The photograph is not lying. The streets really are blue. The doors really are pink and yellow. The geraniums really do sit on the steps. What the photograph misses is the rest of Chefchaouen, which is a working market town in the mountains that has been there for five hundred years and was not built to be photographed at all.
Why blue
The blue paint is the part everybody asks about first. The honest answer is that nobody agrees. One version says it was the Jewish refugees in the 1930s who introduced the practice, blue being a sacred colour. Another version says it deters mosquitoes. A third says it just looks nice and is cheap to mix from lime. All three are probably partially right. The town's residents repaint twice a year. The pigment comes from a couple of suppliers in Tetouan.
What is more interesting is that the blue is not uniform. Look closely. There are at least eight blues, from a chalky milk-blue to a deep cobalt. Each household chooses its own and re-mixes its own. The visual harmony is not centrally planned. It is the cumulative effect of every family on every street making the same kind of decision over and over for several generations.
The Saturday market
If you can be in Chefchaouen on a Monday or Thursday, do. Those are the souk days, and the upper town fills with farmers from the Rif who have come down with sheep, olives, cheese, walnuts, herbs. The Rif is one of the more agriculturally distinctive regions of Morocco and the produce is unusual — soft mountain cheeses you do not find in Marrakech, very small dark olives, fresh herbs nobody in your home country has heard of.
This is the Chefchaouen the Instagram tourists miss entirely, because the souk is two streets up from the blue alleys and looks completely different. The shop fronts are not painted. The animals are real. The currency is small denomination cash and a lot of bargaining in Rifian Berber. Stand in the middle and listen for ten minutes. The language is not Arabic. It is not quite anything else either.

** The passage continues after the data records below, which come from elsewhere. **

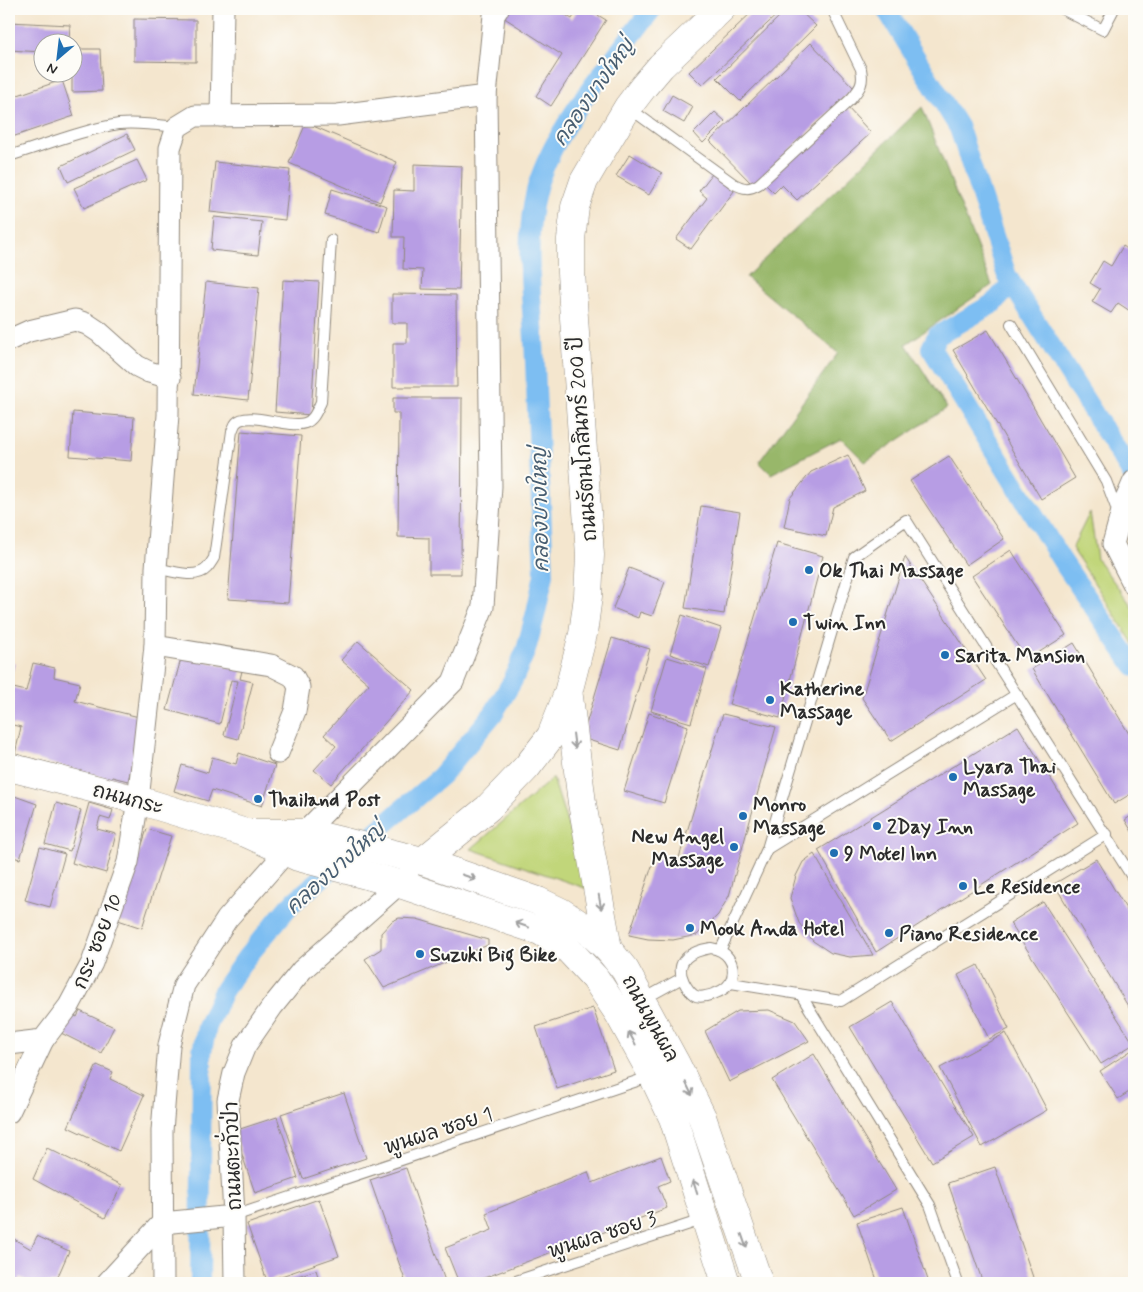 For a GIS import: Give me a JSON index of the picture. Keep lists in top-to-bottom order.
{
  "streets": {
    "main road": ["ถนนรัตนโกสินทร์ 200 ปี", "ถนนกระ", "ถนนพูนผล"],
    "street": ["กระ ซอย 10", "ถนนตะกั่วป่า"],
    "lane": ["พูนผล ซอย 1", "พูนผล ซอย 3"]
  },
  "crossings": [
    ["ถนนรัตนโกสินทร์ 200 ปี", "ถนนกระ"],
    ["ถนนรัตนโกสินทร์ 200 ปี", "ถนนพูนผล"],
    ["ถนนรัตนโกสินทร์ 200 ปี", "ถนนตะกั่วป่า"],
    ["ถนนกระ", "กระ ซอย 10"],
    ["ถนนกระ", "ถนนพูนผล"],
    ["ถนนกระ", "ถนนตะกั่วป่า"],
    ["ถนนพูนผล", "พูนผล ซอย 1"],
    ["ถนนพูนผล", "ถนนตะกั่วป่า"],
    ["ถนนพูนผล", "พูนผล ซอย 3"],
    ["พูนผล ซอย 1", "ถนนตะกั่วป่า"]
  ],
  "water": ["คลองบางใหญ่"],
  "places": [
    "Ok Thai Massage",
    "Twin Inn",
    "Sarita Mansion",
    "Katherine Massage",
    "Lyara Thai Massage",
    "Thailand Post",
    "Monro Massage",
    "2Day Inn",
    "New Angel Massage",
    "9 Motel Inn",
    "Le Residence",
    "Mook Anda Hotel",
    "Piano Residence",
    "Suzuki Big Bike"
  ],
  "north": "bottom left"
} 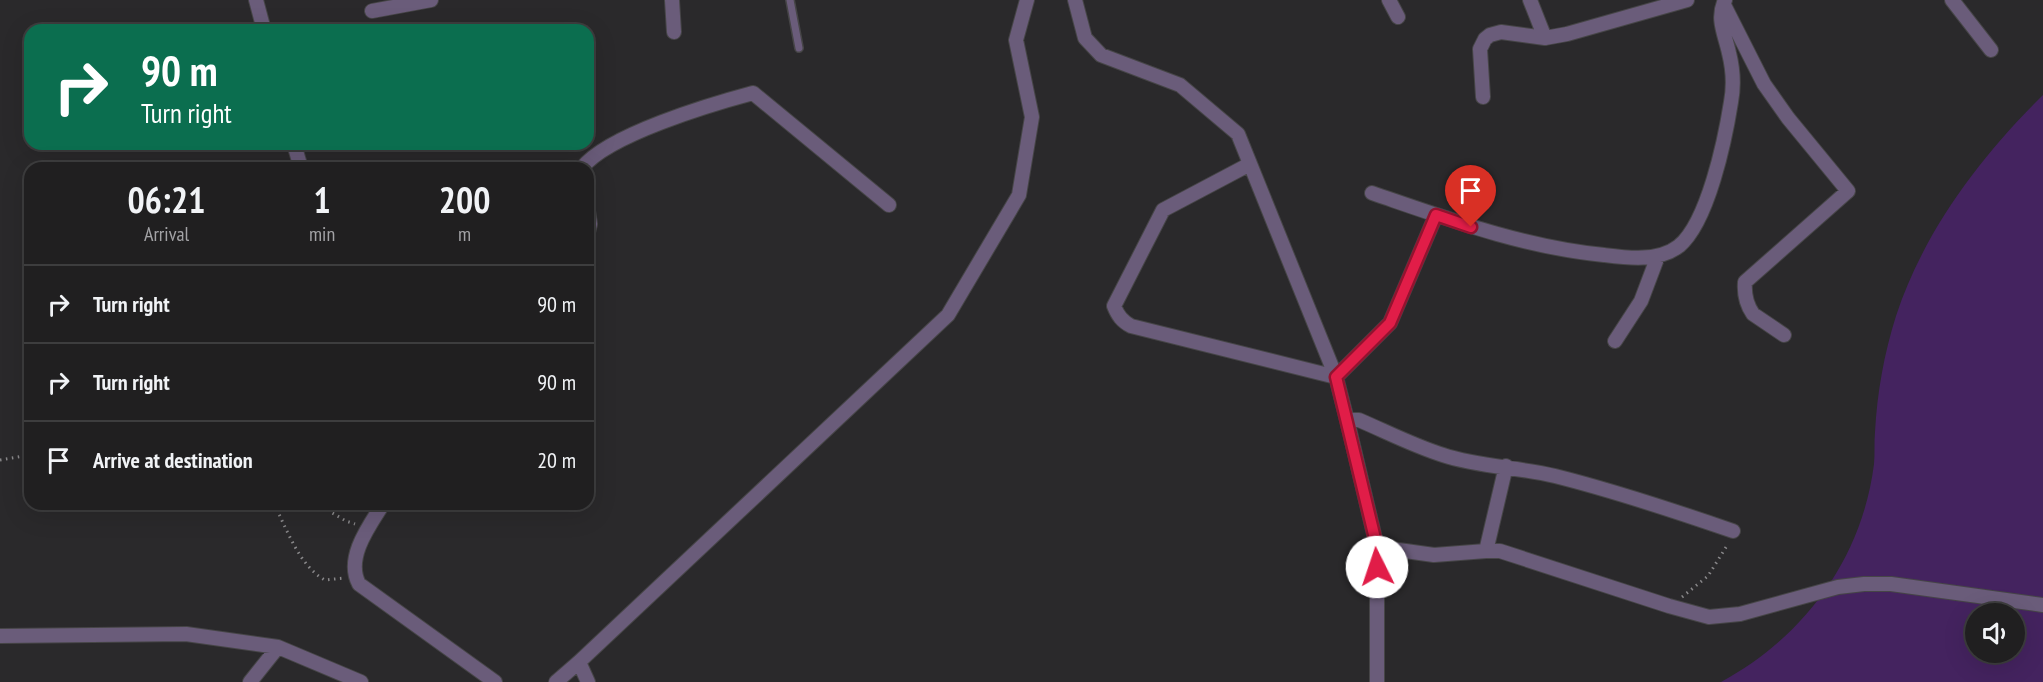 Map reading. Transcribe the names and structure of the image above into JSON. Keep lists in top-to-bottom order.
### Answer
{
  "page": {
    "turn": ["90 m", "Turn right"],
    "eta": [
      "06:21",
      "Arrival",
      "1",
      "min",
      "200",
      "m"
    ],
    "list": [
      {
        "name": "Turn right",
        "value": "90 m"
      },
      {
        "name": "Turn right",
        "value": "90 m"
      },
      {
        "name": "Arrive at destination",
        "value": "20 m"
      }
    ]
  }
} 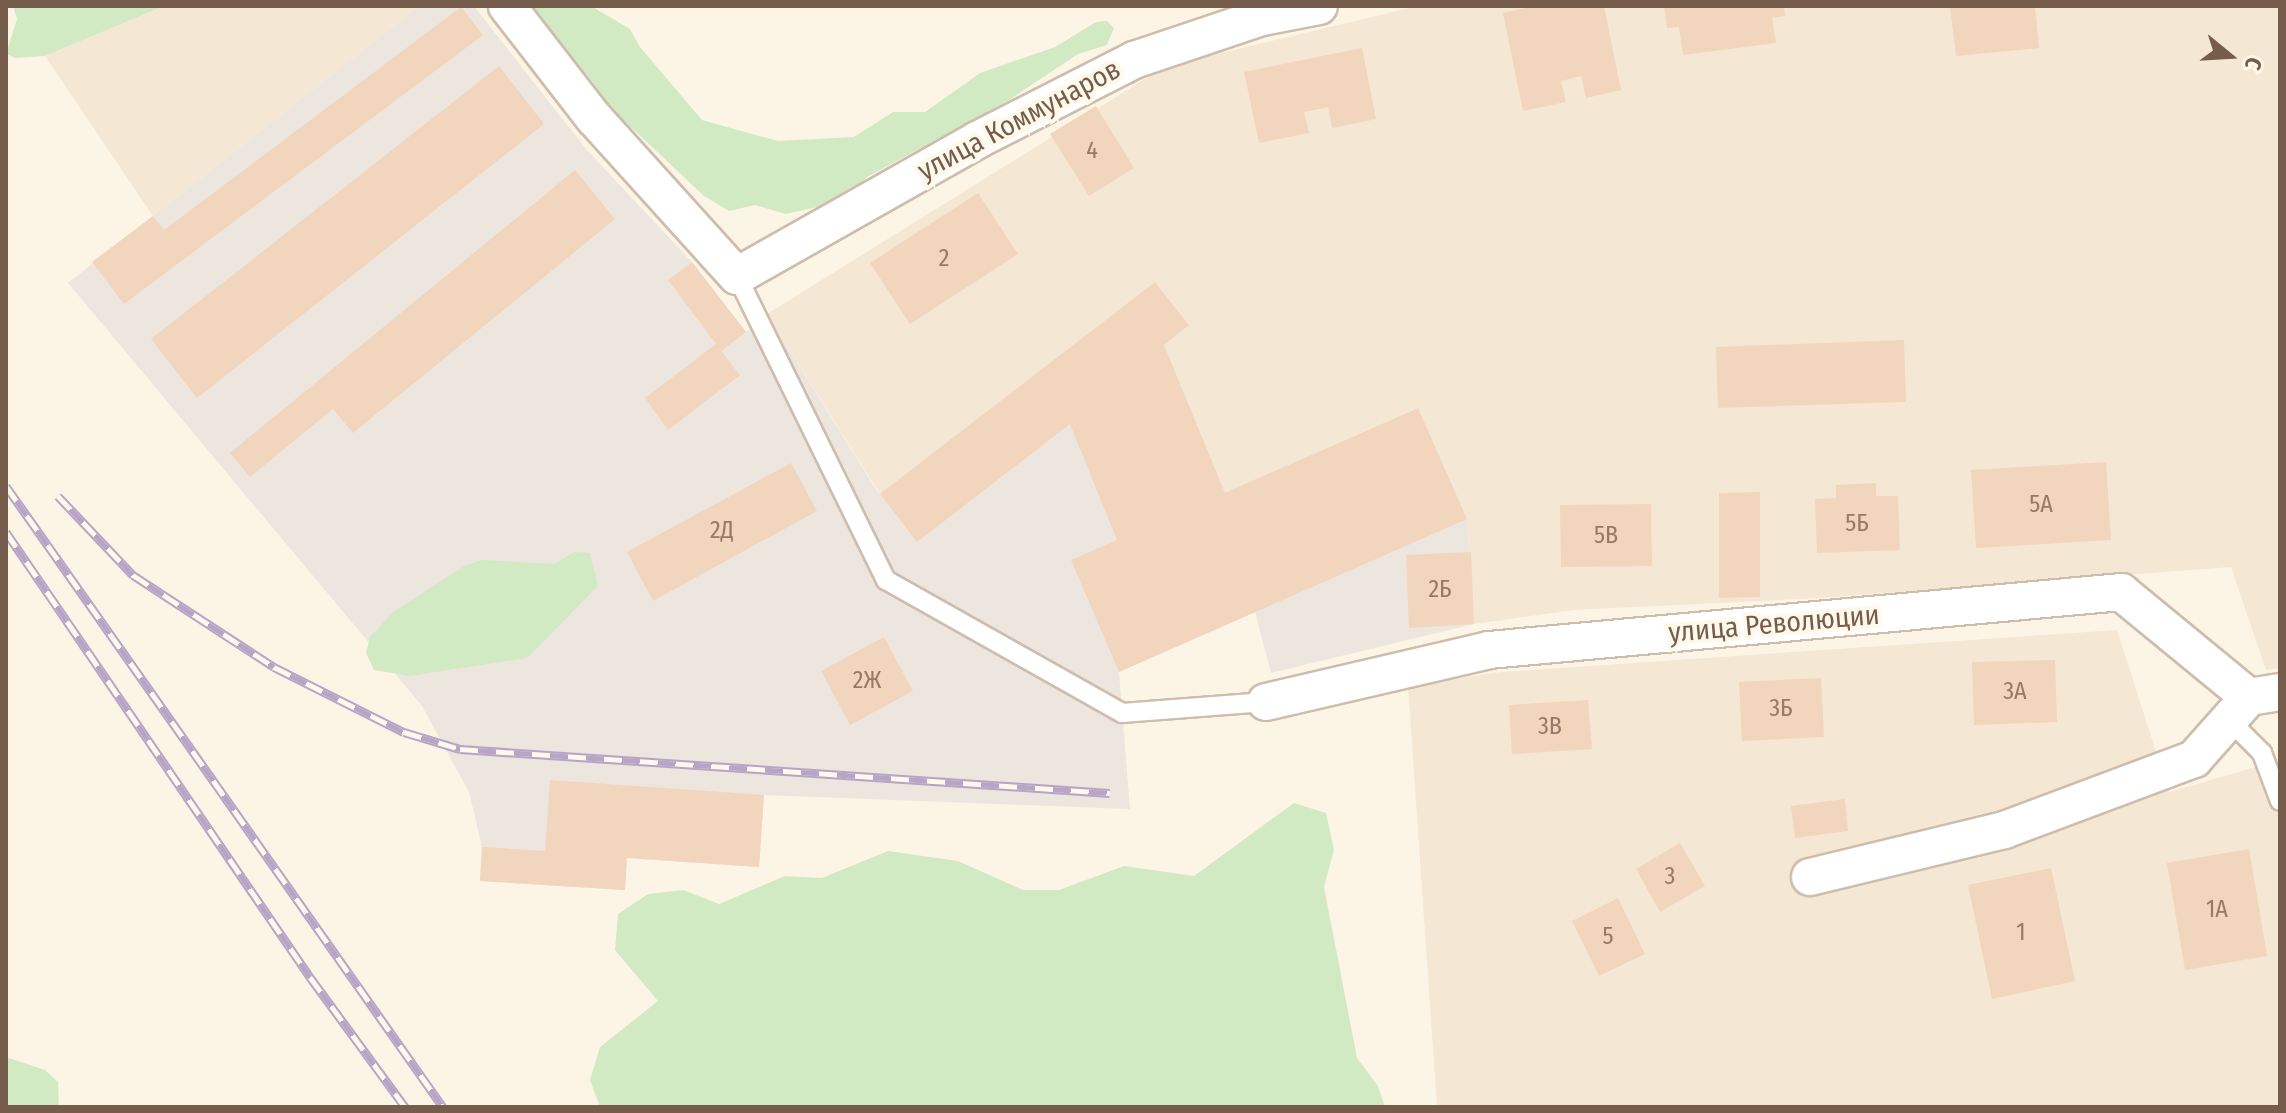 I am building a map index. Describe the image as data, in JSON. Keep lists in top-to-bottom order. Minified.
{"streets":{"street":["улица Коммунаров","улица Революции"]},"house_numbers":["4","2","5А","5Б","2Д","5В","2Б","2Ж","3А","3Б","3В","3","1А","1","5"],"north":"right"}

What to do with the afternoons
Walk up. There is a trail above the town leading to the Spanish mosque, a small ruin on the hillside built in the 1920s and never really used. The walk takes about forty minutes and the view at the top is the entire valley with the town in miniature below. Most evenings there are a few groups up there sharing food, sometimes a guitar. The cafe culture in town runs late into the night around the central Plaza Uta el-Hammam.
Chefchaouen rewards two nights. One night is just enough to see the photograph from the inside. Two nights gives you the souk, the hillside, the cafes after dark, and the slightly disoriented feeling of having spent a day inside a colour. That feeling is the real attraction, and no photograph really conveys it. You have to go.